• **Work request**
Nothing but the lines holding the string "import" should appear in the answer. Copy them from the entries.

(Collection entries)

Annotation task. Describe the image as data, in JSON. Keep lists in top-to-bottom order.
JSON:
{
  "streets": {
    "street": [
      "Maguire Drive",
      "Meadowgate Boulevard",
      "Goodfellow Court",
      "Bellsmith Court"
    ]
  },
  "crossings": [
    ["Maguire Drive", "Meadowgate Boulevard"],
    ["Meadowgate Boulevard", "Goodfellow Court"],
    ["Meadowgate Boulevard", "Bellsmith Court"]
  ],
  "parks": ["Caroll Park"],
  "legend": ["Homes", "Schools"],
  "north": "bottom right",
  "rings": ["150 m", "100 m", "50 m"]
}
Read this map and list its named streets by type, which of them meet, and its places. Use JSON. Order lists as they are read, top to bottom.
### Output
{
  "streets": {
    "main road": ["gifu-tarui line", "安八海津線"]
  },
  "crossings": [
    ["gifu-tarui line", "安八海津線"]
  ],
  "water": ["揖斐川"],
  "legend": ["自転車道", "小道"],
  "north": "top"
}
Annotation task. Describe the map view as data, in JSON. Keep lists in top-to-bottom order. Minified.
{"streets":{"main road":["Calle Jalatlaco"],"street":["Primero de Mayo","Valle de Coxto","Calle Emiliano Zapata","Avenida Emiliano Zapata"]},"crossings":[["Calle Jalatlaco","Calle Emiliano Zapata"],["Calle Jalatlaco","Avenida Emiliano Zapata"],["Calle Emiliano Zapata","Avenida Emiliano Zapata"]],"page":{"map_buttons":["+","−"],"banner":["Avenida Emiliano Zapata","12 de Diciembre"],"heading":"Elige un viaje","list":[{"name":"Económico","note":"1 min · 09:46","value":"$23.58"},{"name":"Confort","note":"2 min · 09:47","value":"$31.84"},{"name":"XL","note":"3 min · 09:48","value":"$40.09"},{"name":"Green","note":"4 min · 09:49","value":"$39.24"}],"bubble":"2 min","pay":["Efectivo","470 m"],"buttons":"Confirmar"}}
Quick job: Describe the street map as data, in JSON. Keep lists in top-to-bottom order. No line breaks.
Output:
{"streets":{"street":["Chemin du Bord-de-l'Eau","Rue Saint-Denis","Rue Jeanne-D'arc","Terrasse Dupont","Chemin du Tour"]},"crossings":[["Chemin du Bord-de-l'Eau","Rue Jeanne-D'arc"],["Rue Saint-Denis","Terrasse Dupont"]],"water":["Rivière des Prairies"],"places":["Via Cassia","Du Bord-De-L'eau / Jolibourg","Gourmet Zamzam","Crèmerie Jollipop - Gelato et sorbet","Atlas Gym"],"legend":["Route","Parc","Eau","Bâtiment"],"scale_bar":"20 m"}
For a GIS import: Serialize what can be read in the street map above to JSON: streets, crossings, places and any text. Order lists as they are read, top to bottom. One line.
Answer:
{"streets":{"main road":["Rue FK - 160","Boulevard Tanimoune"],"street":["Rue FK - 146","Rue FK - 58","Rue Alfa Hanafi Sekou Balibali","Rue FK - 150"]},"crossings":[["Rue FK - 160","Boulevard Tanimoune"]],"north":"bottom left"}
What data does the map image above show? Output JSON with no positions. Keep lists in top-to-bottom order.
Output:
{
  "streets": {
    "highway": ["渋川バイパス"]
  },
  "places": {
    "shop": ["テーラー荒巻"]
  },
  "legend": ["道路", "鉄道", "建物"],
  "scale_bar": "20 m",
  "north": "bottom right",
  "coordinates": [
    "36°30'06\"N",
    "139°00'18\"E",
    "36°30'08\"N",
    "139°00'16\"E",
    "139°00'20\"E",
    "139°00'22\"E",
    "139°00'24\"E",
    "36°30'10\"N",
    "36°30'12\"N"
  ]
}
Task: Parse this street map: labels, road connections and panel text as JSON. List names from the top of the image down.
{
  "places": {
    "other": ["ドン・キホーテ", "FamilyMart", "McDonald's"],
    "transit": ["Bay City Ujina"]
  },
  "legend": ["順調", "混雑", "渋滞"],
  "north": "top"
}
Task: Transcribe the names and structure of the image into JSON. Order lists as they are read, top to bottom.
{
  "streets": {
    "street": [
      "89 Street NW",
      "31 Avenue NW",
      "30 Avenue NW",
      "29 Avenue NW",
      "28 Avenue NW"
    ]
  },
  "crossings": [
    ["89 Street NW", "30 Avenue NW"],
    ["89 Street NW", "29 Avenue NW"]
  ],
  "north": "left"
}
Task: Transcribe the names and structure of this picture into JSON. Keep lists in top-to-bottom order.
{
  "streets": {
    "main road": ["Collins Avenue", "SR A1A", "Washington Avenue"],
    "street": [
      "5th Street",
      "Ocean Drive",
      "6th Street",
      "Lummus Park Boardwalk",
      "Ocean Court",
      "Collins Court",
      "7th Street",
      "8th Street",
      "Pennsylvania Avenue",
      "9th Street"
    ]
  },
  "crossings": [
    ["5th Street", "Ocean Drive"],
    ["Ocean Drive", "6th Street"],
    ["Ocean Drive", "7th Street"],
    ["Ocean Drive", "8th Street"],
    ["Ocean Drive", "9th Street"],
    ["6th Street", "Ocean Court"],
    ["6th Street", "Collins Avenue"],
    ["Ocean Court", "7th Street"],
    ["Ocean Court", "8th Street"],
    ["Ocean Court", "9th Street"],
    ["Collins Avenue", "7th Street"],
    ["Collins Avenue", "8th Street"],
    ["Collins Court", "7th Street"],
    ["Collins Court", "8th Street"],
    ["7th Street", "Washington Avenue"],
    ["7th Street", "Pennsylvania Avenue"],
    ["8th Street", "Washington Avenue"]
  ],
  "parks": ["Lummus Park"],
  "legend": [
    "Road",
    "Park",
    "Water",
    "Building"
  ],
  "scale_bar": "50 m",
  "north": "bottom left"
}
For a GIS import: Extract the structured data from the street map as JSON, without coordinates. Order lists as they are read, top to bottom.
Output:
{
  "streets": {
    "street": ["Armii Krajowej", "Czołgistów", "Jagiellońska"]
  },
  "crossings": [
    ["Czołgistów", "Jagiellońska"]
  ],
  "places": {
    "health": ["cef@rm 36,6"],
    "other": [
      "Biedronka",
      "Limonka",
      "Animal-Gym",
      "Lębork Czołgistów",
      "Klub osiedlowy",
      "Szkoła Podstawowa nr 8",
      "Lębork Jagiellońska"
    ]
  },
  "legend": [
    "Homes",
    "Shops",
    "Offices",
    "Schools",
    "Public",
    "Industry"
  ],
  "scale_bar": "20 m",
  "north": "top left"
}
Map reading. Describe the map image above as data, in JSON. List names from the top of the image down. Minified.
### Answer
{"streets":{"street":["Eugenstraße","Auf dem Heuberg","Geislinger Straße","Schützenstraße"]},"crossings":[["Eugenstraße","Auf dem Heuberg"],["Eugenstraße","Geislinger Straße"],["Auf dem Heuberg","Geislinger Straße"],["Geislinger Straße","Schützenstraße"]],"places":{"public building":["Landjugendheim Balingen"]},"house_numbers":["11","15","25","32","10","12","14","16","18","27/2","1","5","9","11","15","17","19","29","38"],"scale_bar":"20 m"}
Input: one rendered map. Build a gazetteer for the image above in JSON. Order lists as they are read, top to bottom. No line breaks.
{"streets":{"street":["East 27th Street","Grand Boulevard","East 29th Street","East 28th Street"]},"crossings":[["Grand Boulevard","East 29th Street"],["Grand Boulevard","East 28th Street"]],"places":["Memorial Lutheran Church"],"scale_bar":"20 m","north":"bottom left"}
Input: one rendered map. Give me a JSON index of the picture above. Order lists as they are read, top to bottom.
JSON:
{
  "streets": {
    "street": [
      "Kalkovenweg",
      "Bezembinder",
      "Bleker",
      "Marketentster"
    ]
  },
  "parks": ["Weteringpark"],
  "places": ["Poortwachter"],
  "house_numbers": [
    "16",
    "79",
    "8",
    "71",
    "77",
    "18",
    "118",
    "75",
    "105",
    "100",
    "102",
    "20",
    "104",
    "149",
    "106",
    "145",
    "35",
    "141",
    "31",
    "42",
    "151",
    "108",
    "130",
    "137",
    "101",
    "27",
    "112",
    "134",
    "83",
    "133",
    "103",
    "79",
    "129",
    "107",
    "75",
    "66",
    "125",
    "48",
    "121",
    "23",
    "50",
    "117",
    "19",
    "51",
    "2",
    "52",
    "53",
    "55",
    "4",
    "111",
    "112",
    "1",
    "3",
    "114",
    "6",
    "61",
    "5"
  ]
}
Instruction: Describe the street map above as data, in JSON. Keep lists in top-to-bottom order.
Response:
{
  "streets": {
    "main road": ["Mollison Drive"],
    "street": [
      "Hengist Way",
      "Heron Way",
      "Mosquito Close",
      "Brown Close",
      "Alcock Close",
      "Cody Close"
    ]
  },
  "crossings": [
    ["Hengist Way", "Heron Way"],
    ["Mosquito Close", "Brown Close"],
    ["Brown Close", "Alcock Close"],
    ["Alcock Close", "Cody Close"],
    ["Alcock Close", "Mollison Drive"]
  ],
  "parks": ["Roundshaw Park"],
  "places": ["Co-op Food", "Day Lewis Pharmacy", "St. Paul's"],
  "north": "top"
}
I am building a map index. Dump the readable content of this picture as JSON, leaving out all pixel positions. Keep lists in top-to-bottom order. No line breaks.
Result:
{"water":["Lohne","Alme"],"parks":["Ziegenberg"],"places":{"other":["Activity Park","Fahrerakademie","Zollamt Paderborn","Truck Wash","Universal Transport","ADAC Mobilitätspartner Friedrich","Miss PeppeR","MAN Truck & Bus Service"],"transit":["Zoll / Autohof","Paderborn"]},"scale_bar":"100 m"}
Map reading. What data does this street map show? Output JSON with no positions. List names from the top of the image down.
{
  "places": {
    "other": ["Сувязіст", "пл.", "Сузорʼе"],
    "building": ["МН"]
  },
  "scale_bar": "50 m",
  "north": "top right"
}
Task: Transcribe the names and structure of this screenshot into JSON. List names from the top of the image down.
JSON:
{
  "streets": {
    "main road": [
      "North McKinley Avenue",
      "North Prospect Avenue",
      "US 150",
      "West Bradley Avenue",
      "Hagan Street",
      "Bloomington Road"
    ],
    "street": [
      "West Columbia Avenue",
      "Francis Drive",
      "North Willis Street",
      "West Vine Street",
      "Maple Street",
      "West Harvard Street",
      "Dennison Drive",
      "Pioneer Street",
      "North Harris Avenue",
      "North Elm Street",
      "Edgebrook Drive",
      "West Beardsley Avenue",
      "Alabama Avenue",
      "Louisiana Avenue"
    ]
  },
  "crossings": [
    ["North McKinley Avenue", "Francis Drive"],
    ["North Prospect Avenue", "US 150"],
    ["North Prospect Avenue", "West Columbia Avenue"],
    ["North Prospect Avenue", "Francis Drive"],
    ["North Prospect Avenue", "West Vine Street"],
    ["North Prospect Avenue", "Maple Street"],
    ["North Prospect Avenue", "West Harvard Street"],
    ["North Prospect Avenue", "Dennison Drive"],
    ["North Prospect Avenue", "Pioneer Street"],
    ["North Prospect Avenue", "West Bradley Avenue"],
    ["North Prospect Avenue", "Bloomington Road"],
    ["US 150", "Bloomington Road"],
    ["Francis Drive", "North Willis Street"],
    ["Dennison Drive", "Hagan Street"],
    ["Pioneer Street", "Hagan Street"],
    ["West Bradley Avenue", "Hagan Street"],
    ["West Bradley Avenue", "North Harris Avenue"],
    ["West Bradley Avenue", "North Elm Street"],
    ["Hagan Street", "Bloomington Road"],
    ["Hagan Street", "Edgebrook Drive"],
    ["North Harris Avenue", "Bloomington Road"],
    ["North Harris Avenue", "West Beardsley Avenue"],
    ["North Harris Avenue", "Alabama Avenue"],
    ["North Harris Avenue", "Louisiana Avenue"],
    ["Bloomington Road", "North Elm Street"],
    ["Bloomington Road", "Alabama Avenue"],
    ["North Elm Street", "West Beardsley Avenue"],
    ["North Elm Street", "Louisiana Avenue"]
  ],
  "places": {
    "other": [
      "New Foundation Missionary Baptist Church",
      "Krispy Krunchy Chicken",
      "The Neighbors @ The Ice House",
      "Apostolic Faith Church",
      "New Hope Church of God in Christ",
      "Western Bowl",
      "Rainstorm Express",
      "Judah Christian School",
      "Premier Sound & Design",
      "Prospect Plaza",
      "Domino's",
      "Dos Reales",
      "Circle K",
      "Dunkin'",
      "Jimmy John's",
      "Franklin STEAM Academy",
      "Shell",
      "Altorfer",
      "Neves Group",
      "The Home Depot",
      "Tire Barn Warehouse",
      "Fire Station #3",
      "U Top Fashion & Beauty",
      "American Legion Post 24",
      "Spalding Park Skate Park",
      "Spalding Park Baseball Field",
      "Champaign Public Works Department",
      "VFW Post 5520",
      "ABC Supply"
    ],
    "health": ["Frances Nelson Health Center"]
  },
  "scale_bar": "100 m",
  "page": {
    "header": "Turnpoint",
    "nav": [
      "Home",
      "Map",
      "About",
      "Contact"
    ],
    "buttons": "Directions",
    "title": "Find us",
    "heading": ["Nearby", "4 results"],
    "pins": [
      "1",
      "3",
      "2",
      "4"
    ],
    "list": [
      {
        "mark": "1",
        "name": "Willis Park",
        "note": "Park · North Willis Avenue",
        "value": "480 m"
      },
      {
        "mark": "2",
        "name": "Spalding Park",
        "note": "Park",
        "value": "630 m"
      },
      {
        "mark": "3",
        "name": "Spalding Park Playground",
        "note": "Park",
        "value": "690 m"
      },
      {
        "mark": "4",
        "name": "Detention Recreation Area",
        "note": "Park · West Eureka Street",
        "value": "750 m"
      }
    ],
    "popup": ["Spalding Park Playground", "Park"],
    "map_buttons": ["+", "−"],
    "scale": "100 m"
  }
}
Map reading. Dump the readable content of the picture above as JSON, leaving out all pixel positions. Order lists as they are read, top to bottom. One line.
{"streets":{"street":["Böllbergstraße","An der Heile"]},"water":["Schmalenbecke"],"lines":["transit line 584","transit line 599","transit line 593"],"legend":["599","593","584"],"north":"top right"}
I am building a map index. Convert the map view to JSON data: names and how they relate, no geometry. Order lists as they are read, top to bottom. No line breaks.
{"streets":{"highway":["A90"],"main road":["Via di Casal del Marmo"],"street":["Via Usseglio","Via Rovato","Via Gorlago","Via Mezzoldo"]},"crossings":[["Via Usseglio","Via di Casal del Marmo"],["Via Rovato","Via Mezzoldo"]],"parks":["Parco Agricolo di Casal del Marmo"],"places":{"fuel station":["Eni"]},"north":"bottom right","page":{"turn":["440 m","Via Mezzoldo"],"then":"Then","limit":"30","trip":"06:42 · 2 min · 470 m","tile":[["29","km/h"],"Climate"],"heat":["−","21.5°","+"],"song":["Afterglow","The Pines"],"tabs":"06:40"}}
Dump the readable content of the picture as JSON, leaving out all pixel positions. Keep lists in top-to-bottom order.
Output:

• **Response below**
For a GIS import: Serialize what can be read in the street map above to JSON: streets, crossings, places and any text. Order lists as they are read, top to bottom. One line.
For a GIS import: Extract the structured data from the street map as JSON, without coordinates. Order lists as they are read, top to bottom.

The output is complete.